#### The task:
Would you please copy every line below that includes the string "padding"?

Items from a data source
________________________

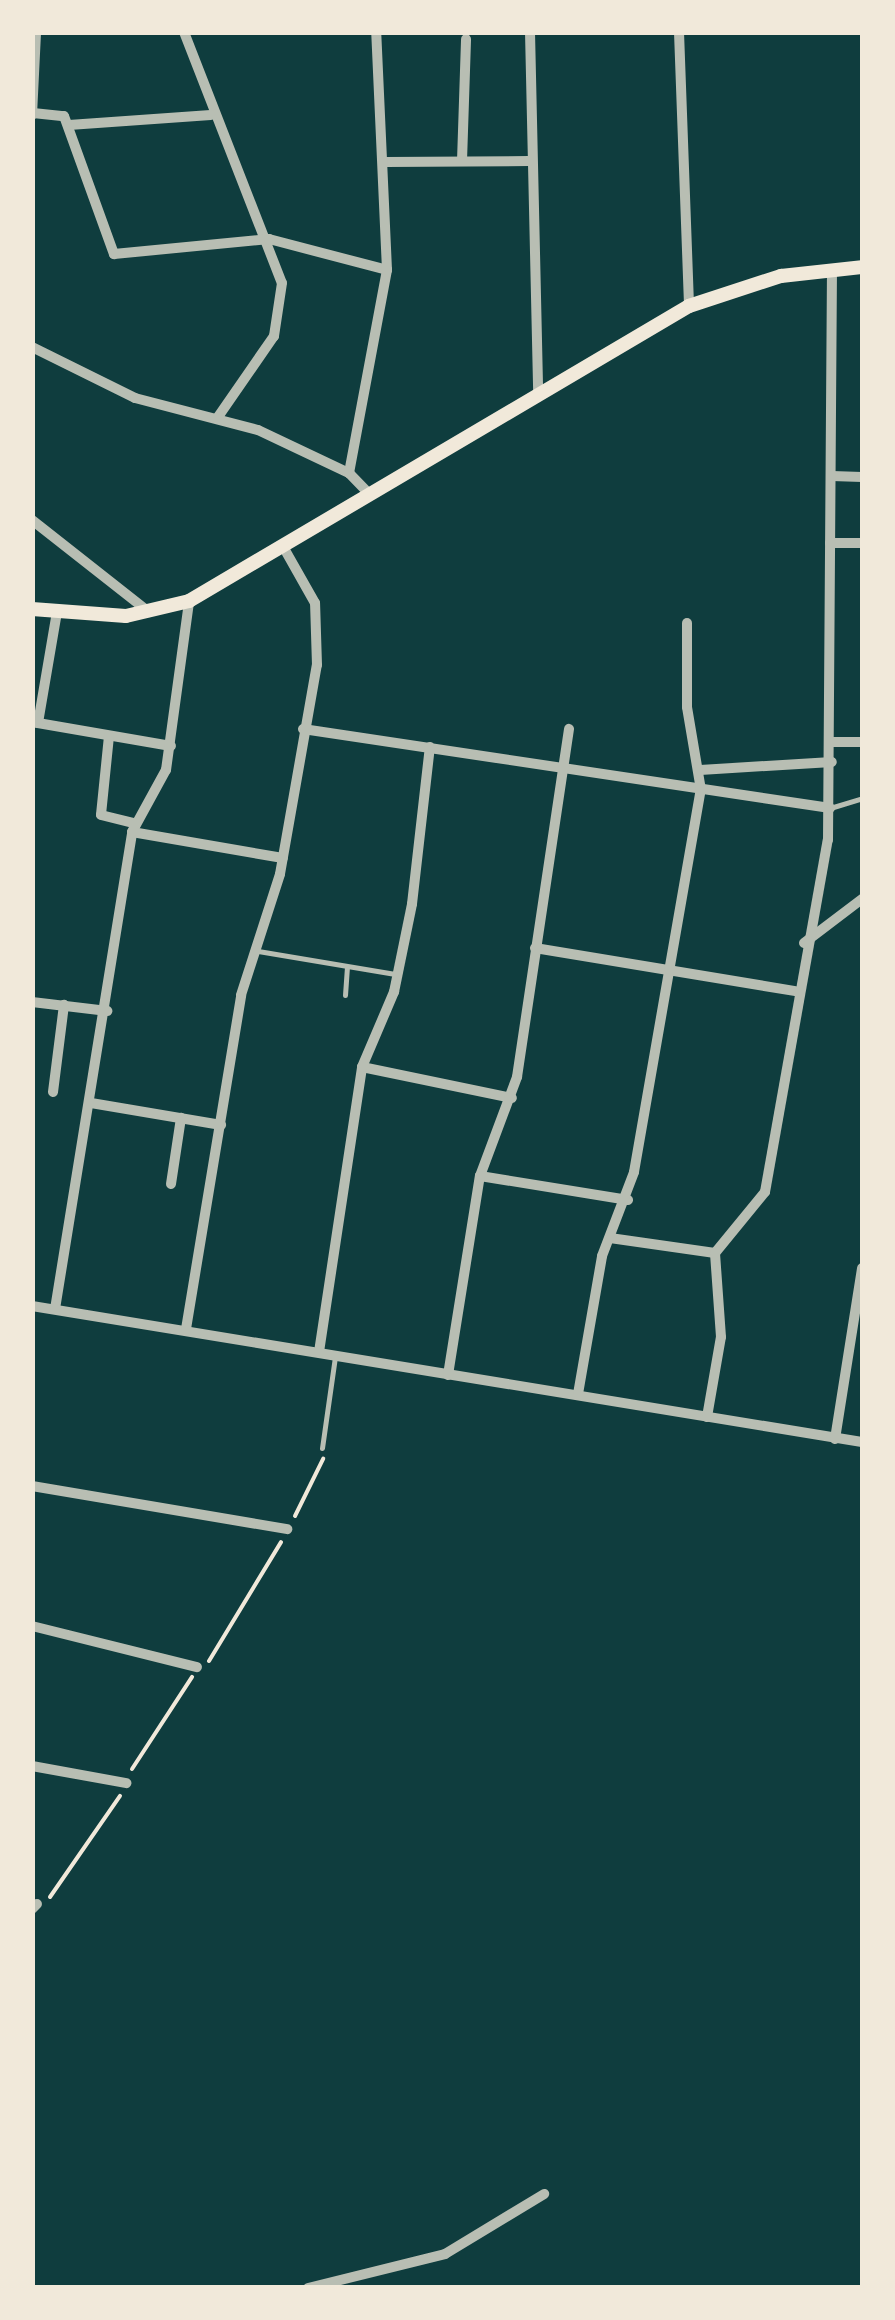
<!DOCTYPE html>
<style>
body{margin:0}
#map{position:relative;width:895px;height:2320px;overflow:hidden;background:#0f3d3e;font-family:"DejaVu Sans",sans-serif}
div>[style]{position:absolute}
.path>*{height:4px;margin:-2px;padding:0 2px;transform-origin:2px;border-radius:2px;background:#f1e9da}
.service>*{height:5px;margin:-2.5px;padding:0 2.5px;transform-origin:2.5px;border-radius:2.5px;background:#b8beb3}
.minor>*{height:10px;margin:-5px;padding:0 5px;transform-origin:5px;border-radius:5px;background:#b8beb3}
.secondary>*{height:14px;margin:-7px;padding:0 7px;transform-origin:7px;border-radius:7px;background:#f1e9da}
span{translate:-50% -50%;white-space:nowrap;text-align:center;line-height:1.15;-webkit-text-stroke:8px #f1e9da;paint-order:stroke}
.frame{position:absolute;inset:0;border:35px solid #f1e9da;pointer-events:none}
</style>
<div id="map">
<div class="path">
<div style="left:295px;top:1516px;width:64px;rotate:-63.8deg"></div>
<div style="left:209px;top:1661px;width:139px;rotate:-58.8deg"></div>
<div style="left:132px;top:1769px;width:110px;rotate:-56.9deg"></div>
<div style="left:50px;top:1897px;width:123px;rotate:-55.3deg"></div>
</div>
<div class="service">
<div style="left:830px;top:808px;width:34px;rotate:-17deg"></div>
<div style="left:258px;top:951px;width:139px;rotate:9.5deg"></div>
<div style="left:345px;top:995px;width:28px;rotate:-86deg"></div>
<div style="left:322px;top:1448px;width:92px;rotate:-81.9deg"></div>
</div>
<div class="minor">
<div style="left:184px;top:32px;width:269px;rotate:68.7deg"></div>
<div style="left:282px;top:283px;width:54px;rotate:98.6deg"></div>
<div style="left:274px;top:336px;width:98px;rotate:124.7deg"></div>
<div style="left:530px;top:32px;width:359px;rotate:88.7deg"></div>
<div style="left:679px;top:32px;width:274px;rotate:87.9deg"></div>
<div style="left:33px;top:113px;width:31px;rotate:6deg"></div>
<div style="left:64px;top:116px;width:147px;rotate:70.1deg"></div>
<div style="left:114px;top:254px;width:156px;rotate:-5.5deg"></div>
<div style="left:269px;top:239px;width:122px;rotate:14.7deg"></div>
<div style="left:32px;top:115px;width:83px;rotate:-87.2deg"></div>
<div style="left:69px;top:125px;width:142px;rotate:-4deg"></div>
<div style="left:462px;top:161px;width:122px;rotate:-88.1deg"></div>
<div style="left:386px;top:162px;width:143px;rotate:-0.4deg"></div>
<div style="left:32px;top:347px;width:115px;rotate:26.3deg"></div>
<div style="left:135px;top:398px;width:127px;rotate:14.6deg"></div>
<div style="left:258px;top:430px;width:101px;rotate:25.3deg"></div>
<div style="left:349px;top:473px;width:30px;rotate:46deg"></div>
<div style="left:349px;top:473px;width:207px;rotate:-79.4deg"></div>
<div style="left:387px;top:270px;width:238px;rotate:-92.6deg"></div>
<div style="left:832px;top:476px;width:30px;rotate:2deg"></div>
<div style="left:32px;top:520px;width:149px;rotate:38.2deg"></div>
<div style="left:830px;top:543px;width:32px"></div>
<div style="left:32px;top:722px;width:141px;rotate:9.8deg"></div>
<div style="left:38px;top:723px;width:113px;rotate:-80.3deg"></div>
<div style="left:303px;top:729px;width:533px;rotate:8.53deg"></div>
<div style="left:109px;top:736px;width:79px;rotate:95.8deg"></div>
<div style="left:101px;top:815px;width:36px;rotate:14deg"></div>
<div style="left:832px;top:742px;width:30px"></div>
<div style="left:700px;top:770px;width:132px;rotate:-3.5deg"></div>
<div style="left:132px;top:832px;width:153px;rotate:9.8deg"></div>
<div style="left:804px;top:943px;width:73px;rotate:-37.2deg"></div>
<div style="left:535px;top:948px;width:264px;rotate:9.4deg"></div>
<div style="left:32px;top:1002px;width:76px;rotate:6.8deg"></div>
<div style="left:362px;top:1067px;width:153px;rotate:11.7deg"></div>
<div style="left:53px;top:1092px;width:88px;rotate:-82.8deg"></div>
<div style="left:91px;top:1103px;width:132px;rotate:9.6deg"></div>
<div style="left:480px;top:1176px;width:150px;rotate:9.2deg"></div>
<div style="left:171px;top:1184px;width:67px;rotate:-81.4deg"></div>
<div style="left:610px;top:1238px;width:106px;rotate:8.1deg"></div>
<div style="left:32px;top:1306px;width:841px;rotate:9.31deg"></div>
<div style="left:55px;top:1309px;width:483px;rotate:-80.8deg"></div>
<div style="left:132px;top:832px;width:71px;rotate:-61.3deg"></div>
<div style="left:166px;top:770px;width:171px;rotate:-82.2deg"></div>
<div style="left:186px;top:1329px;width:338px;rotate:-80.6deg"></div>
<div style="left:241px;top:995px;width:127px;rotate:-72.1deg"></div>
<div style="left:280px;top:874px;width:212px;rotate:-80deg"></div>
<div style="left:317px;top:665px;width:62px;rotate:-91.8deg"></div>
<div style="left:315px;top:603px;width:61px;rotate:-119.5deg"></div>
<div style="left:319px;top:1352px;width:288px;rotate:-81.4deg"></div>
<div style="left:362px;top:1067px;width:82px;rotate:-66.9deg"></div>
<div style="left:394px;top:992px;width:90px;rotate:-78.4deg"></div>
<div style="left:412px;top:904px;width:158px;rotate:-83.5deg"></div>
<div style="left:448px;top:1375px;width:202px;rotate:-80.9deg"></div>
<div style="left:480px;top:1176px;width:106px;rotate:-69.5deg"></div>
<div style="left:517px;top:1077px;width:352px;rotate:-81.5deg"></div>
<div style="left:578px;top:1394px;width:140px;rotate:-80.1deg"></div>
<div style="left:602px;top:1256px;width:90px;rotate:-69.1deg"></div>
<div style="left:634px;top:1172px;width:388px;rotate:-80.1deg"></div>
<div style="left:701px;top:790px;width:84px;rotate:-99.6deg"></div>
<div style="left:687px;top:707px;width:84px;rotate:-90deg"></div>
<div style="left:707px;top:1417px;width:81px;rotate:-80.1deg"></div>
<div style="left:721px;top:1337px;width:84px;rotate:-94.1deg"></div>
<div style="left:715px;top:1253px;width:79px;rotate:-50.7deg"></div>
<div style="left:765px;top:1192px;width:358px;rotate:-79.9deg"></div>
<div style="left:828px;top:840px;width:571px;rotate:-89.6deg"></div>
<div style="left:835px;top:1439px;width:173px;rotate:-81deg"></div>
<div style="left:32px;top:1486px;width:259px;rotate:9.6deg"></div>
<div style="left:32px;top:1626px;width:170px;rotate:14deg"></div>
<div style="left:32px;top:1766px;width:96px;rotate:10.3deg"></div>
<div style="left:32px;top:1909px;width:7px;rotate:-45deg"></div>
<div style="left:308px;top:2288px;width:141px;rotate:-13.9deg"></div>
<div style="left:445px;top:2254px;width:116px;rotate:-31.2deg"></div>
</div>
<div class="secondary">
<div style="left:32px;top:609px;width:94px;rotate:4.3deg"></div>
<div style="left:126px;top:616px;width:65px;rotate:-13.4deg"></div>
<div style="left:189px;top:601px;width:581px;rotate:-30.54deg"></div>
<div style="left:689px;top:306px;width:97px;rotate:-18.1deg"></div>
<div style="left:781px;top:276px;width:81px;rotate:-6.3deg"></div>
</div>
<div class="frame"></div>
</div>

________________________

#### Expected answer:
.path>*{height:4px;margin:-2px;padding:0 2px;transform-origin:2px;border-radius:2px;background:#f1e9da}
.service>*{height:5px;margin:-2.5px;padding:0 2.5px;transform-origin:2.5px;border-radius:2.5px;background:#b8beb3}
.minor>*{height:10px;margin:-5px;padding:0 5px;transform-origin:5px;border-radius:5px;background:#b8beb3}
.secondary>*{height:14px;margin:-7px;padding:0 7px;transform-origin:7px;border-radius:7px;background:#f1e9da}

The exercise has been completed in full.